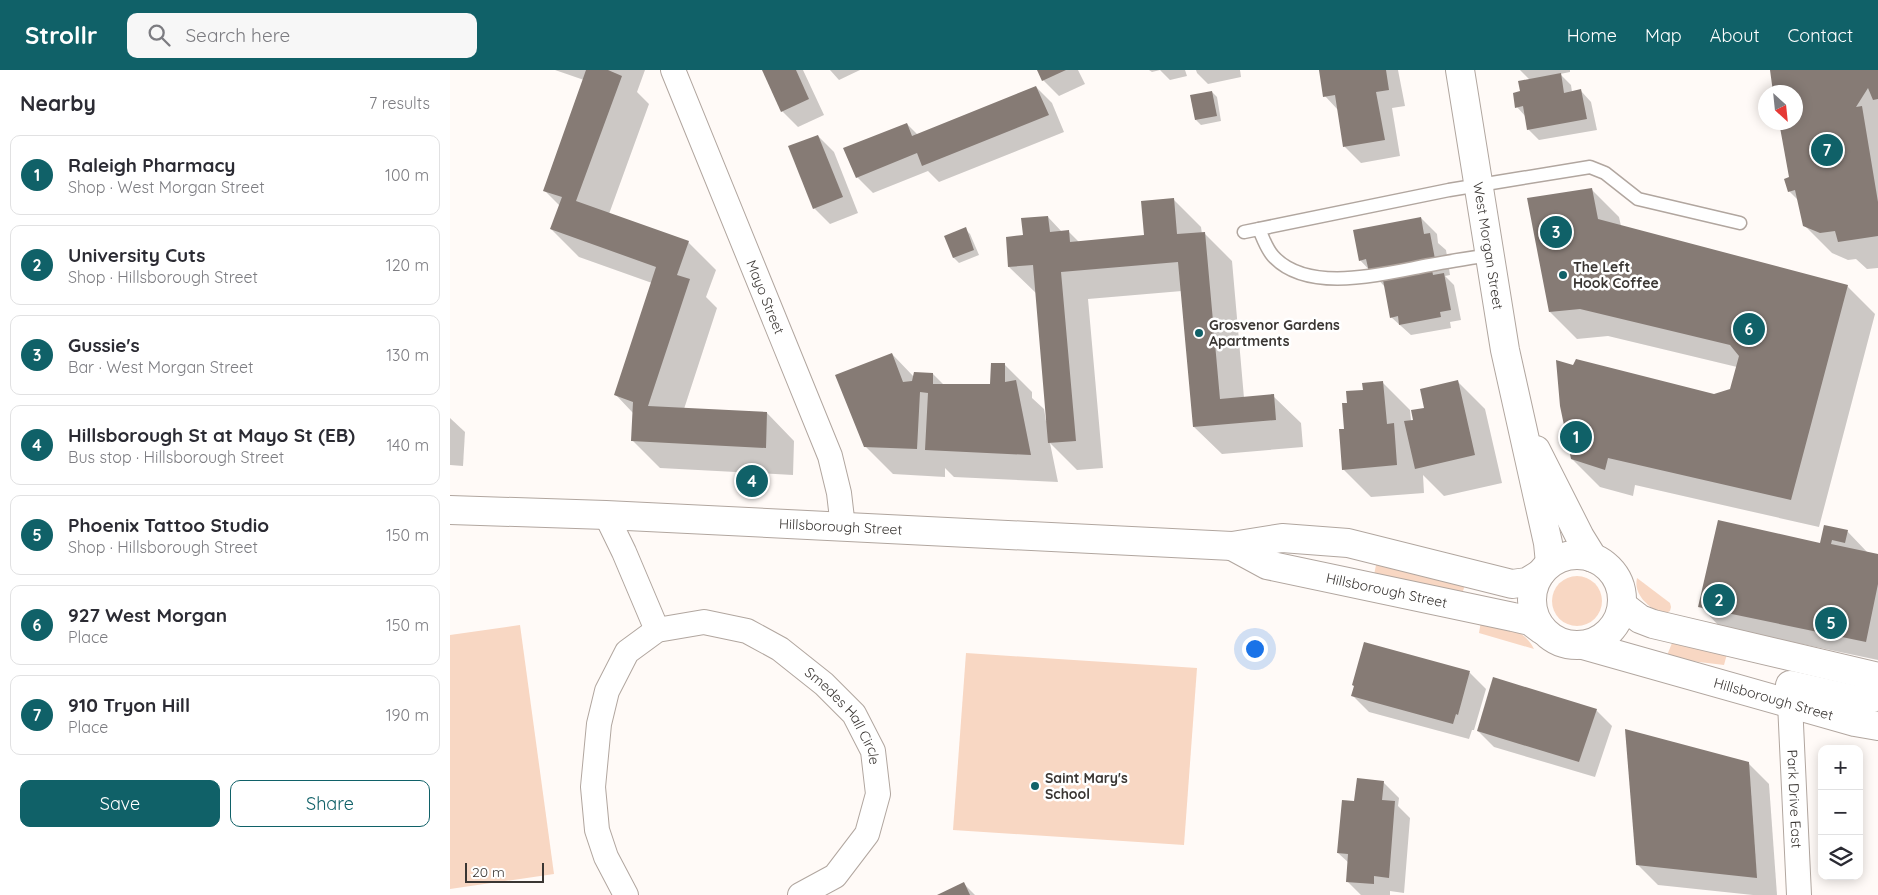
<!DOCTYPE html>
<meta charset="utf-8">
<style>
:root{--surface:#fff;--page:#f7f7f7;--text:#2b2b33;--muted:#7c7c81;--line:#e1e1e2;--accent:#106168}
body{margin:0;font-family:Quicksand,sans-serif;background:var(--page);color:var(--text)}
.controls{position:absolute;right:15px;bottom:15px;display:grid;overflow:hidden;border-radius:10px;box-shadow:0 2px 12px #0003}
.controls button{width:45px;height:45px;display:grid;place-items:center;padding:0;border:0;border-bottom:1px solid var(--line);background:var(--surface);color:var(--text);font:25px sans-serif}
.compass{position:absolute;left:1308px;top:15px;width:45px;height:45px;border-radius:50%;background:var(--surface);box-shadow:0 2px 12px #0003;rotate:153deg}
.scale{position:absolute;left:15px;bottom:12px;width:79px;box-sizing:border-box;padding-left:5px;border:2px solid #3a3633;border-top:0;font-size:14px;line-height:18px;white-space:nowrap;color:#3a3633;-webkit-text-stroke:4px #fff;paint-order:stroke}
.you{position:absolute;left:804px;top:578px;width:18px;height:18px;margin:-12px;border:4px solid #fff;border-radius:50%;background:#1a73e8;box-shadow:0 0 0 8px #1a73e833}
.badge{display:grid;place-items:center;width:32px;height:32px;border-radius:50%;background:var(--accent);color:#fff;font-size:16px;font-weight:700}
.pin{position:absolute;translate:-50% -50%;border:2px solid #fff;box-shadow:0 1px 5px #0006}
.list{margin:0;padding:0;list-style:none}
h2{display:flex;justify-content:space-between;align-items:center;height:65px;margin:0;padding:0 20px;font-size:21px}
h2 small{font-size:16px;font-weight:400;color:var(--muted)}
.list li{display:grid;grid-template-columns:32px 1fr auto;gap:15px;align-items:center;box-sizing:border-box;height:80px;margin:0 10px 10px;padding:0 10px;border:1px solid var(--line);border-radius:10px}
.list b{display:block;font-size:19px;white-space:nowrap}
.list p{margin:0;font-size:16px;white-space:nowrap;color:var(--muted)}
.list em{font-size:16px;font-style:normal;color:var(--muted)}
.actions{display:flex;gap:10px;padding:15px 20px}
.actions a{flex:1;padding:11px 0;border:1px solid var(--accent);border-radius:10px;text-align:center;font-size:18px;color:var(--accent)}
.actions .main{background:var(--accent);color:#fff}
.icon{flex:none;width:28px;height:28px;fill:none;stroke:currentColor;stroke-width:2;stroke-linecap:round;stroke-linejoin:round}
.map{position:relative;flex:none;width:1428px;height:825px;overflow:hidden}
header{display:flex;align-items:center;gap:30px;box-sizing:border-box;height:70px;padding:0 25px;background:var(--accent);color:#fff}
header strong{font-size:24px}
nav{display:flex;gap:28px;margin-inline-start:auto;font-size:18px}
.search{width:350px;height:45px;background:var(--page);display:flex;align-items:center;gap:12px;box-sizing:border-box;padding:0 18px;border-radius:10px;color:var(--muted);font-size:19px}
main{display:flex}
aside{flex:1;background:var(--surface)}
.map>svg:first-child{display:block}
.green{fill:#f8d7c3}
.shadow{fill:#0003}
.building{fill:#867b75}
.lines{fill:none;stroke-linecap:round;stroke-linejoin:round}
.service-casing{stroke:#b1a69f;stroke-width:15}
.minor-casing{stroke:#b1a69f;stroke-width:26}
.primary-casing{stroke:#b1a69f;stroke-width:30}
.service{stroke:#fff;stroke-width:12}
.minor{stroke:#fff;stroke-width:24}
.primary{stroke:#fff;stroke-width:28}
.poi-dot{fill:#106168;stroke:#fff;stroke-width:2}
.labels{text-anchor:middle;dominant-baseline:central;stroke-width:5;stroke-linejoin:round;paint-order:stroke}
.street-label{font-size:14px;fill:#3a3633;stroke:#fff}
.poi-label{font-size:14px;font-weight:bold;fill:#3a3633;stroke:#fff;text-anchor:start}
</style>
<header>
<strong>Strollr</strong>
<div class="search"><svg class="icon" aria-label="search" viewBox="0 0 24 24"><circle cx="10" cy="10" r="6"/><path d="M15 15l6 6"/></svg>Search here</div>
<nav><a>Home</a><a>Map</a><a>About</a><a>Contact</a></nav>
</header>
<main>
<aside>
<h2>Nearby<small>7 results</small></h2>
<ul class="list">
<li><span class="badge">1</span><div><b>Raleigh Pharmacy</b><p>Shop · West Morgan Street</p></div><em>100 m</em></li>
<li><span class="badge">2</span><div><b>University Cuts</b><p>Shop · Hillsborough Street</p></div><em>120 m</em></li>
<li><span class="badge">3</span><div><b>Gussie's</b><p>Bar · West Morgan Street</p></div><em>130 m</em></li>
<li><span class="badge">4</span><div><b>Hillsborough St at Mayo St (EB)</b><p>Bus stop · Hillsborough Street</p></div><em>140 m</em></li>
<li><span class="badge">5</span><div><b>Phoenix Tattoo Studio</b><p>Shop · Hillsborough Street</p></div><em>150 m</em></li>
<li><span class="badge">6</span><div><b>927 West Morgan</b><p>Place</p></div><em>150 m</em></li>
<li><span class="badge">7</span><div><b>910 Tryon Hill</b><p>Place</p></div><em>190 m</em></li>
</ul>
<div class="actions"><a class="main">Save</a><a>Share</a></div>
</aside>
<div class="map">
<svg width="1428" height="825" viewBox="0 0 1428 825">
<rect width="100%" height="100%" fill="#fffaf7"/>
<g class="green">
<path d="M929,492L1015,515L1011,527L924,505L926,495Z"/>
<circle cx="1127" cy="531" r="25"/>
<path d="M1187,508L1220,533L1221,537L1220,541L1212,545C1199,537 1183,525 1187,508Z"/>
<path d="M1031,551C1052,556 1073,557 1084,579L1029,563Z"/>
<path d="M70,555L104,804L0,819V565Z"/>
<path d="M1224,568L1277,584L1274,595L1216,588Z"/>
<path d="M516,583L747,598L734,775L503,760Z"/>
</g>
<g class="shadow">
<path d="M105,0H195L187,22L199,34L159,144L238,172L266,200L256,227L267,238L234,339L317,343L344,371L343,405L210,398L182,370L183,343L166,325L202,213L129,187L101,159L110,136L94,120L134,10Z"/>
<path d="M313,0H353L374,45L348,57L332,41Z"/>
<path d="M380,0H410L389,10Z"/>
<path d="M588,0H628L635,14L609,26L593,10Z"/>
<path d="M699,0H735L737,6L720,10L710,0L702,2Z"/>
<path d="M746,0H790L791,7L758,14L747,3Z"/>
<path d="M870,0H948L955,36L942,38L950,86L911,93L895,77L888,40L875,26Z"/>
<path d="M1070,0H1120V2L1110,4L1121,15L1122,22L1131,21L1141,32L1147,60L1089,70L1078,59L1076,47L1067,37L1072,22L1080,10Z"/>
<path d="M1322,0H1428V198L1417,199L1406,189L1398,190L1382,183L1354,155L1349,131L1339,121L1346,52V22H1326Z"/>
<path d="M586,17L602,33L614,62L489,112L478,101L423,123L407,107L457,54L468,65Z"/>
<path d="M762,22L767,27L771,51L751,55L746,50Z"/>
<path d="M368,66L384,82L408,143L380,154L364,138Z"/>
<path d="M1142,120L1169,147L1171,156L1397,216L1425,244L1369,457L1185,415L1183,426L1150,417L1122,389L1264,325L1281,320L1287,297L1158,266L1127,269L1100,242Z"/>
<path d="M723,129L751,157L752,164L754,163L782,191L794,328L823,326L851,353L853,377L772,384L744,357L732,221L638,229L653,398L627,400L600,373L608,412L504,407L495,398V407L443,404L415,376L442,284L464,307L483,304L494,315H542L555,295L582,322V328L594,339L596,351H598L587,224L559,197L574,166L598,147L612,162L618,161L629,172L695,166Z"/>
<path d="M971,148L987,164L988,173L996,180L1000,205L995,206L1004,215L1011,250L1000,252L1001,258L961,265L941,247L935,217L910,190Z"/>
<path d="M515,159L520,164L529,185L509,193L504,188L496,166Z"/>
<path d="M1007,311L1035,339L1052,413L994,426L973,405L974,423L921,427L893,399L899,334L914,321L933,313L960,340L961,351H965L976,339Z"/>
<path d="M0,348L15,362L13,396L0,395Z"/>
<path d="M1397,461L1418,483L1428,485V590L1270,557L1250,536Z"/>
<path d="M915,573L1020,603L1036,619L1024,660H1022L1019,669L919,642L903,626Z"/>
<path d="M1146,640L1162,656L1145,707L1044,677L1028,661Z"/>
<path d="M1298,693L1319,714L1327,825H1303L1208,815L1187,794Z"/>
<path d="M933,712L949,728L948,736L960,748L954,823L940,821V825H911L897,811L899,793L888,783L906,733Z"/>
<path d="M513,813L525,825H490Z"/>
</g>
<g class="building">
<path d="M136,0H158L172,6L126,131L239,171L227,205L240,209L198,336L317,342L316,378L181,371L183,332L164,325L206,197L100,159L112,127L93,121Z"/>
<path d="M312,0H346L359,29L331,42Z"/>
<path d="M587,0H616L592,11Z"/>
<path d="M869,0H936L939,20L926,22L935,70L893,77L885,25L873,27Z"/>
<path d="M1320,0H1428V29L1423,30L1418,18L1406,37L1412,36L1428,132V166L1388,172L1385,161L1370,163L1353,156L1345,120L1338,122L1334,109L1339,107L1329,52H1346V22H1323Z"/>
<path d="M1111,3L1114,23L1131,19L1137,49L1077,60L1073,36L1065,38L1063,23L1070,21L1068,11Z"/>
<path d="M586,16L599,45L472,96L467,83L406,108L393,78L457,53L462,66Z"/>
<path d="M762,21L767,46L745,50L740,25Z"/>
<path d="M368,65L393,127L363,139L338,76Z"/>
<path d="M1142,118L1148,149L1398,215L1341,430L1158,388L1155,400L1121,389L1110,336L1106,290L1123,295L1126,289L1264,324L1280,319L1289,286L1280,275L1130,239L1099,242L1077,128Z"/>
<path d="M724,128L727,164L755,162L770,329L824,324L826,350L743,357L728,192L611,202L626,371L598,373L583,195L558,197L556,167L573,165L571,148L598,146L600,162L619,160L620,172L694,165L691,131Z"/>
<path d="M971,147L974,164L980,163L985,189L919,202L916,189L909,191L903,160Z"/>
<path d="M516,157L524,180L503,188L494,166Z"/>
<path d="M982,200L983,205L994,203L1001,240L990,242L991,247L949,255L948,246L940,248L933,210Z"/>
<path d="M442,283L453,312L462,311L464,302L483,303V314H540L541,293H555V312L566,310L581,385L475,380L478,323L470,322L467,379L414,377L385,305Z"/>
<path d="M1008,310L1025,385L965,399L954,351L963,350L961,340L974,338L970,319Z"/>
<path d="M933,311L937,354L944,353L947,395L892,400L889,359H894L892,333H897L896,321L913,320L912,313Z"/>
<path d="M1268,450L1370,473L1374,455L1398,460L1395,473L1382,470L1381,474L1428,484V514L1416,572L1248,537Z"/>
<path d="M914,572L1020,601L1008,645L1006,644L1003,654L901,626L904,616L902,615Z"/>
<path d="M1043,607L1147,639L1129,692L1027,661Z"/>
<path d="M1175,659L1299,692L1307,808L1186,795Z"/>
<path d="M907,708L934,711L932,730L945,731L939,808L924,806V814L896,812L898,784L887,783L892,730L904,731Z"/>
<path d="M514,812L520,825H487Z"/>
</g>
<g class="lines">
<defs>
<g id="service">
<path d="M809,159C813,168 816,178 823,186C858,225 936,203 980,195C1000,191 1020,188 1040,185"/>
<path d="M794,162L999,120L1140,97L1155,103L1188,129L1290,153"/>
</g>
<g id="minor">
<path id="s1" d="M223,0L380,386L389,423L393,457"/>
<path d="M156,445L174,482L207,560"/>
<path id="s2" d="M1340,633L1349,825"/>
<path id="s3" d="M176,825L156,787L147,760L143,717L149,654L157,621L177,582L207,560L254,552L297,561L330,579L374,614L404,644L423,681L428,724L417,764L385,806L350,825"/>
</g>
<g id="primary">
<path id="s4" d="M1010,0L1055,280L1098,473L1100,493"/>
<path d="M1086,380L1130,467L1143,488"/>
<path id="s5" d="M0,440L156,445L782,476L832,468L898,473L1062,514L1077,512L1090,504"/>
<path id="s6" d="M782,476L817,495L1063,547L1080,551L1092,560"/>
<circle cx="1127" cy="530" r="45"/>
<path d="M1172,535L1190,549L1203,554L1428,607"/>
<path id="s7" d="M1133,575L1405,652L1428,656"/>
<path d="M1340,615L1406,630H1416L1428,626"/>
</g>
</defs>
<use href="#service" class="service-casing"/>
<use href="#minor" class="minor-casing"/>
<use href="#primary" class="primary-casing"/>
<use href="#service" class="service"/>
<use href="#minor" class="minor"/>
<use href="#primary" class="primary"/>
</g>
<g class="poi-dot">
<circle cx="1113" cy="205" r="5"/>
<circle cx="749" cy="263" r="5"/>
<circle cx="585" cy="716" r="5"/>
</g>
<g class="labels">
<g class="street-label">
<text stroke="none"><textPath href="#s4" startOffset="178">West Morgan Street</textPath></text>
<text stroke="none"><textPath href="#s1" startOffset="245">Mayo Street</textPath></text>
<text stroke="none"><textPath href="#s5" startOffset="391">Hillsborough Street</textPath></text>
<text stroke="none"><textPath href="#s6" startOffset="162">Hillsborough Street</textPath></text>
<text stroke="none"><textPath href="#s7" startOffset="198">Hillsborough Street</textPath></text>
<text stroke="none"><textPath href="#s3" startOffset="516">Smedes Hall Circle</textPath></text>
<text stroke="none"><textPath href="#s2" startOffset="96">Park Drive East</textPath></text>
</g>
<g class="poi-label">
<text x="1123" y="197">The Left<tspan x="1123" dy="16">Hook Coffee</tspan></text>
<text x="759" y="255">Grosvenor Gardens<tspan x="759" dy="16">Apartments</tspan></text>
<text x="595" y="708">Saint Mary's<tspan x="595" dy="16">School</tspan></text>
</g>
</g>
</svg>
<div class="controls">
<button>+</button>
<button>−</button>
<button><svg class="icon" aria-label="layers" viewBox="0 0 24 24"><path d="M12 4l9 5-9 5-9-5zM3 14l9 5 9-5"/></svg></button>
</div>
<svg class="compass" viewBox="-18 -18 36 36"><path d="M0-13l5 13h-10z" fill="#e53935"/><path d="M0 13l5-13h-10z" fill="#7c7c81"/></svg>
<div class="scale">20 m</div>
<div class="you"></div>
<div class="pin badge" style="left:1126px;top:367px">1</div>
<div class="pin badge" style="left:1269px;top:530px">2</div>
<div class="pin badge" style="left:1106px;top:162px">3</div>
<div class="pin badge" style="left:302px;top:411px">4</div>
<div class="pin badge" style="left:1381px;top:553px">5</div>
<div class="pin badge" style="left:1299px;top:259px">6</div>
<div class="pin badge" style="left:1377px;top:80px">7</div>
</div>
</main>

--- --- ---

Search the entries for the string "absolute". Copy every line that has it.

.controls{position:absolute;right:15px;bottom:15px;display:grid;overflow:hidden;border-radius:10px;box-shadow:0 2px 12px #0003}
.compass{position:absolute;left:1308px;top:15px;width:45px;height:45px;border-radius:50%;background:var(--surface);box-shadow:0 2px 12px #0003;rotate:153deg}
.scale{position:absolute;left:15px;bottom:12px;width:79px;box-sizing:border-box;padding-left:5px;border:2px solid #3a3633;border-top:0;font-size:14px;line-height:18px;white-space:nowrap;color:#3a3633;-webkit-text-stroke:4px #fff;paint-order:stroke}
.you{position:absolute;left:804px;top:578px;width:18px;height:18px;margin:-12px;border:4px solid #fff;border-radius:50%;background:#1a73e8;box-shadow:0 0 0 8px #1a73e833}
.pin{position:absolute;translate:-50% -50%;border:2px solid #fff;box-shadow:0 1px 5px #0006}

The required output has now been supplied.